_INSTRUCTIONS TO FOLLOW_
Copy out each record that follows exactly, and omit any picture you find.

------ ENTRIES SHOWN

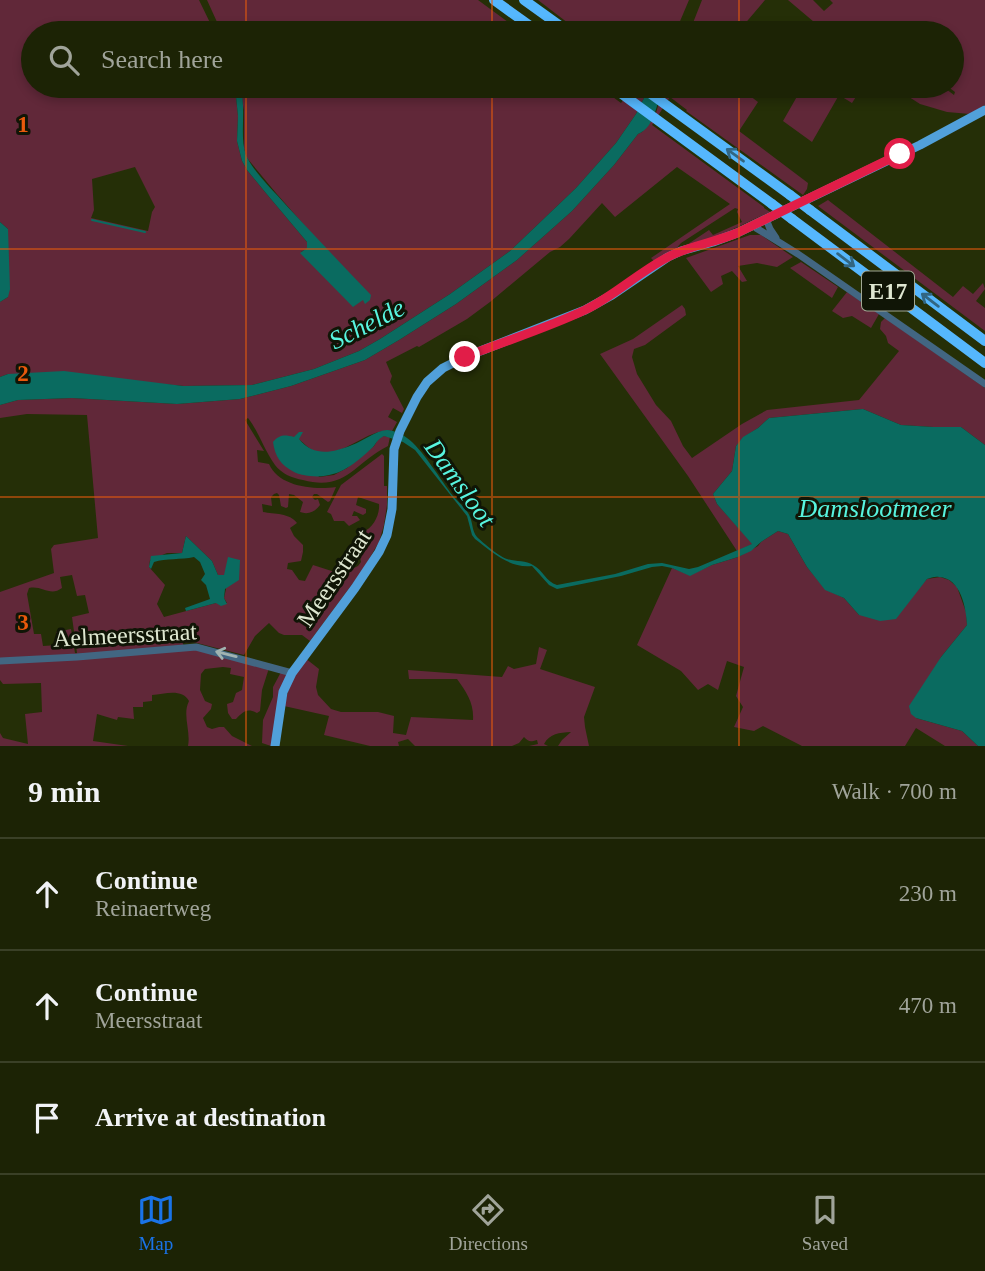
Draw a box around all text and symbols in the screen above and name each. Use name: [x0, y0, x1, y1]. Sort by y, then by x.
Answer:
search box: [21, 21, 964, 98]
icon: search: [45, 41, 83, 79]
text: Search here: [101, 45, 223, 74]
text: 1: [17, 112, 29, 137]
route start: [884, 138, 915, 169]
one-way arrow: [727, 148, 745, 163]
one-way arrow: [836, 252, 855, 267]
road number: E17: [862, 272, 914, 310]
one-way arrow: [921, 292, 940, 307]
water label: Schelde: [324, 293, 410, 355]
route end: [449, 341, 480, 372]
text: 2: [17, 361, 29, 386]
water label: Damsloot: [418, 433, 502, 533]
water label: Damslootmeer: [797, 494, 952, 523]
street label: Meersstraat: [292, 524, 376, 632]
text: 3: [17, 610, 29, 635]
street label: Aelmeersstraat: [52, 618, 198, 652]
one-way arrow: [215, 647, 238, 660]
text: 9 min: [28, 775, 101, 808]
text: Walk · 700 m: [832, 779, 957, 804]
text: Continue: [95, 866, 198, 895]
icon: ahead: [28, 875, 66, 913]
text: 230 m: [899, 881, 957, 906]
text: Reinaertweg: [95, 896, 211, 921]
text: Continue: [95, 978, 198, 1007]
icon: ahead: [28, 987, 66, 1025]
text: 470 m: [899, 993, 957, 1018]
text: Meersstraat: [95, 1008, 202, 1033]
icon: arrive: [28, 1099, 66, 1137]
text: Arrive at destination: [95, 1103, 326, 1132]
tab: Map: [137, 1191, 175, 1255]
tab: Directions: [449, 1191, 528, 1255]
tab: Saved: [802, 1191, 848, 1255]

------------

_ANSWER BELOW_
Draw a box around all text and symbols in the screen above and name each. Use name: [x0, y0, x1, y1]. Sort by y, then by x.
Answer:
search box: [21, 21, 964, 98]
icon: search: [45, 41, 83, 79]
text: Search here: [101, 45, 223, 74]
text: 1: [17, 112, 29, 137]
route start: [884, 138, 915, 169]
one-way arrow: [727, 148, 745, 163]
one-way arrow: [836, 252, 855, 267]
road number: E17: [862, 272, 914, 310]
one-way arrow: [921, 292, 940, 307]
water label: Schelde: [324, 293, 410, 355]
route end: [449, 341, 480, 372]
text: 2: [17, 361, 29, 386]
water label: Damsloot: [418, 433, 502, 533]
water label: Damslootmeer: [797, 494, 952, 523]
street label: Meersstraat: [292, 524, 376, 632]
text: 3: [17, 610, 29, 635]
street label: Aelmeersstraat: [52, 618, 198, 652]
one-way arrow: [215, 647, 238, 660]
text: 9 min: [28, 775, 101, 808]
text: Walk · 700 m: [832, 779, 957, 804]
text: Continue: [95, 866, 198, 895]
icon: ahead: [28, 875, 66, 913]
text: 230 m: [899, 881, 957, 906]
text: Reinaertweg: [95, 896, 211, 921]
text: Continue: [95, 978, 198, 1007]
icon: ahead: [28, 987, 66, 1025]
text: 470 m: [899, 993, 957, 1018]
text: Meersstraat: [95, 1008, 202, 1033]
icon: arrive: [28, 1099, 66, 1137]
text: Arrive at destination: [95, 1103, 326, 1132]
tab: Map: [137, 1191, 175, 1255]
tab: Directions: [449, 1191, 528, 1255]
tab: Saved: [802, 1191, 848, 1255]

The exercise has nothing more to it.